HPAK (HP Agilent now Keysight) 8782B Vector Signal Generator: an easy fix

The 8782B is a quite powerful generator to simulate digital signals, not considering the power in dBm, but the support of all the common digital modulation schemes, BPSK, QPSK, 8PSK, 16/64/256 QAM, at exeptional signal integrity.
Frequency range is 0 to 250 MHz, actually, it works to 370 MHz – but this instrument is mainly intended to generate complex IF signals, which can then be used to test the IF chain of a receiver, or, you just add a mixer, another generator for the LO, and a filter, if needed, to get the signal up into the GHz region.

This unit arrived in a HUGE box, it just fits the car!

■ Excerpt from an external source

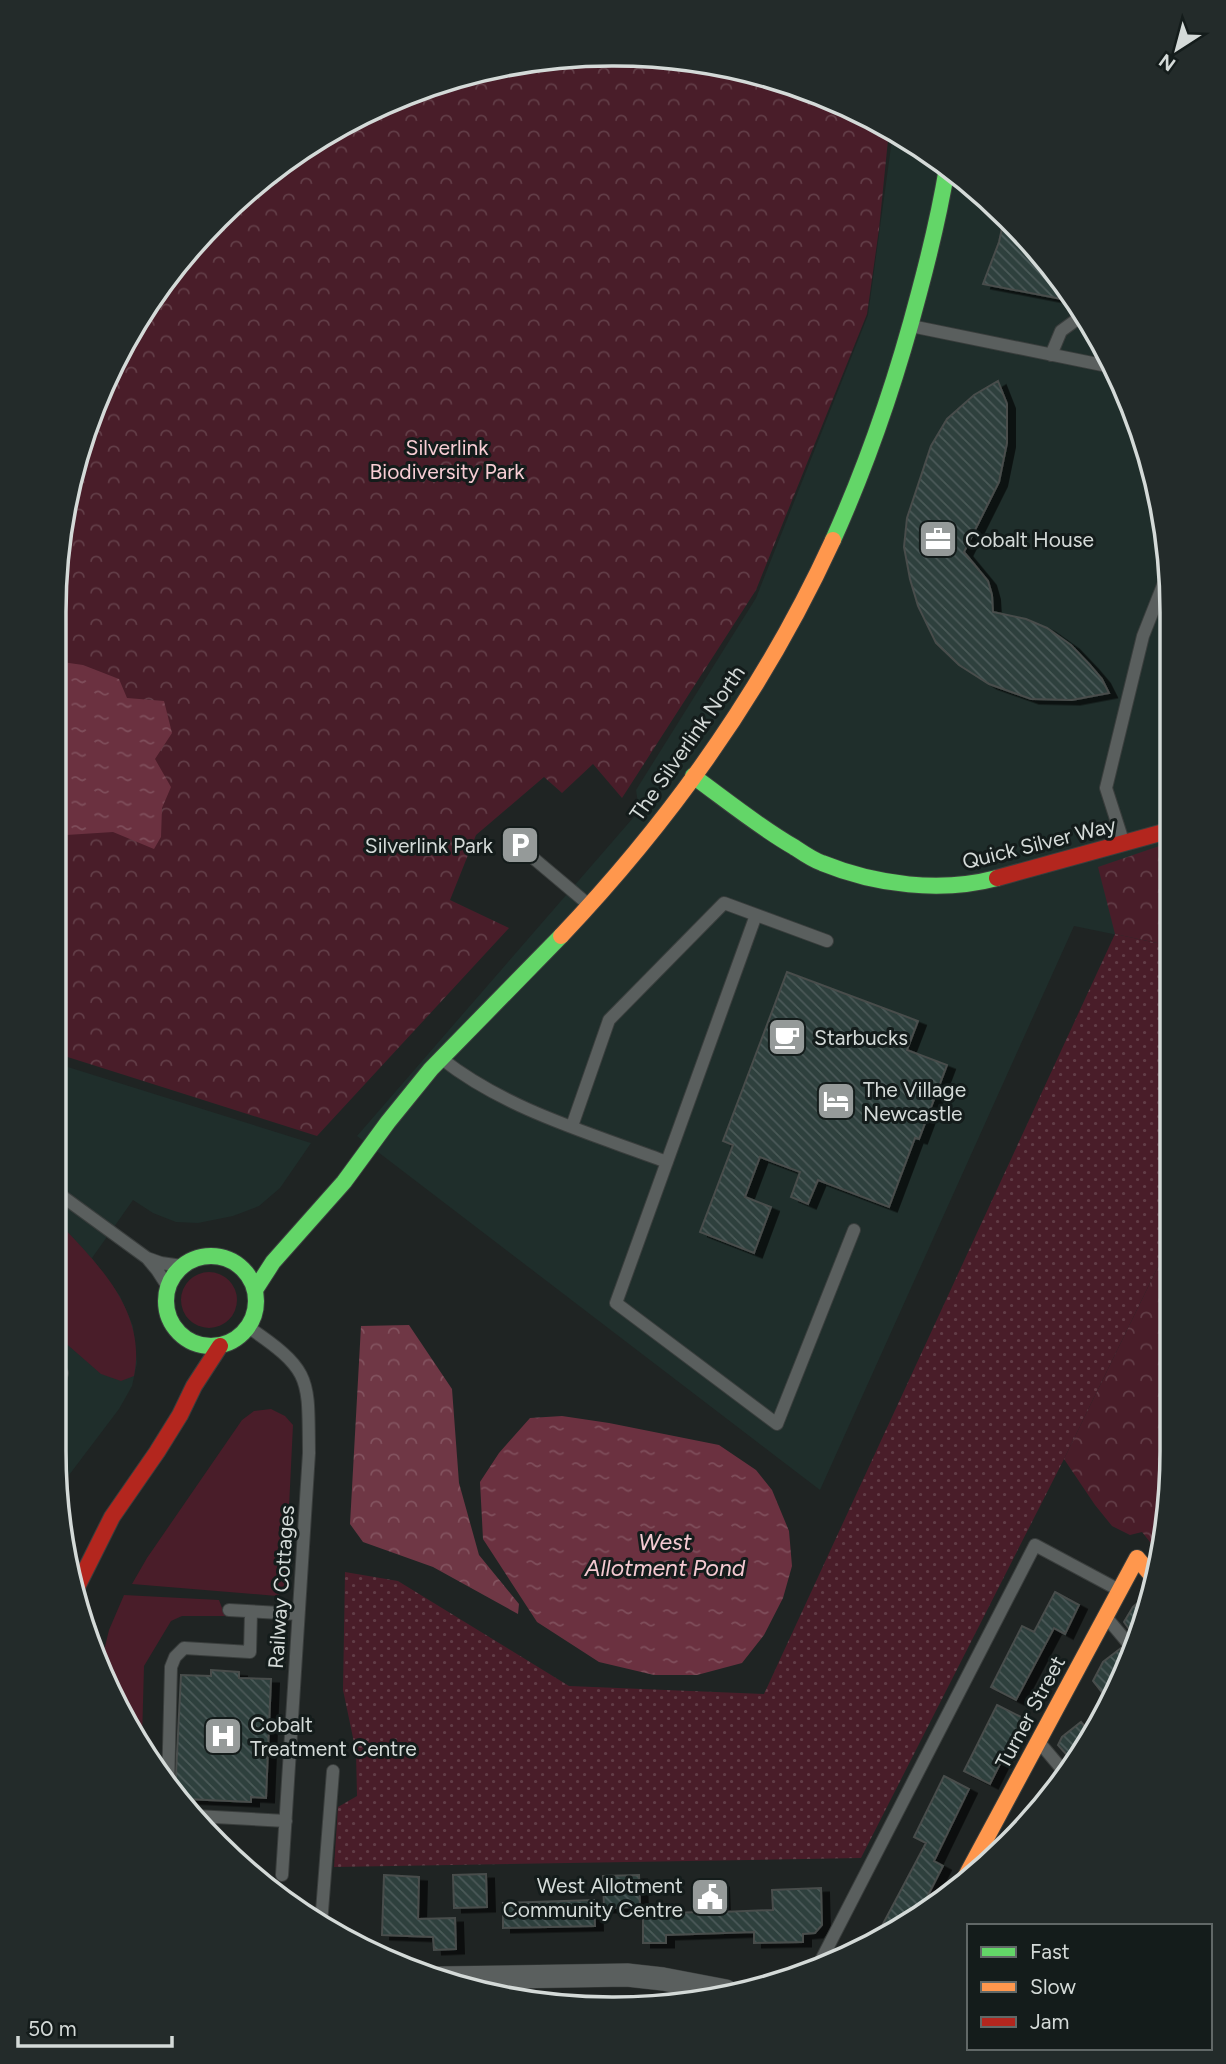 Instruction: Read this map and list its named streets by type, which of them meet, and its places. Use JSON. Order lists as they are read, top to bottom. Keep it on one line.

All frequencies are derived from a HP 10811E ovenized oscillator, which is held by a shock-absorbing mount, and is extremely stable (better than 0.5 ppb per day!), and low phase noise, resulting in below -125 dBc at 1 kHz from the carrier, and below -130 dBc further out.

The symptoms:

(1) The right LCD display is missing partial digits. Seems to be related to the mounting/contact of the LCD with the board.
8782b display defect

(2) Output is 30 dB down, but otherwise working just fine.
Quick look at the output amplifier – a real marvel of RF engineering.
8782b a10a2 output amp assy

(3) It’s in good condition, but will benefit from a bit of de-dusting and cleaning.

The repair:

(1) After taking off the front panel, the LCD is a separate assembly, seems to be made by HP (which test equipment company would nowadays still make their own LCD displays?), and easy to remove. And, the defect, readily found. One of the side bars holding the assembly together and pressing the glass display to the control board, to make contact via an elastic strip, it had slipped off. The root cause – somebody must have used nail clippers to fabricate a piece of acrylic that is used to protect the LCD surface – maybe it was broken or scratched. And with the uneven edges, it caused tension on the display unit, pushing off the side bar.
8782b display protector
Well, Let’s just straighten out things and put it back together. No surprise, the LCD is working again just great.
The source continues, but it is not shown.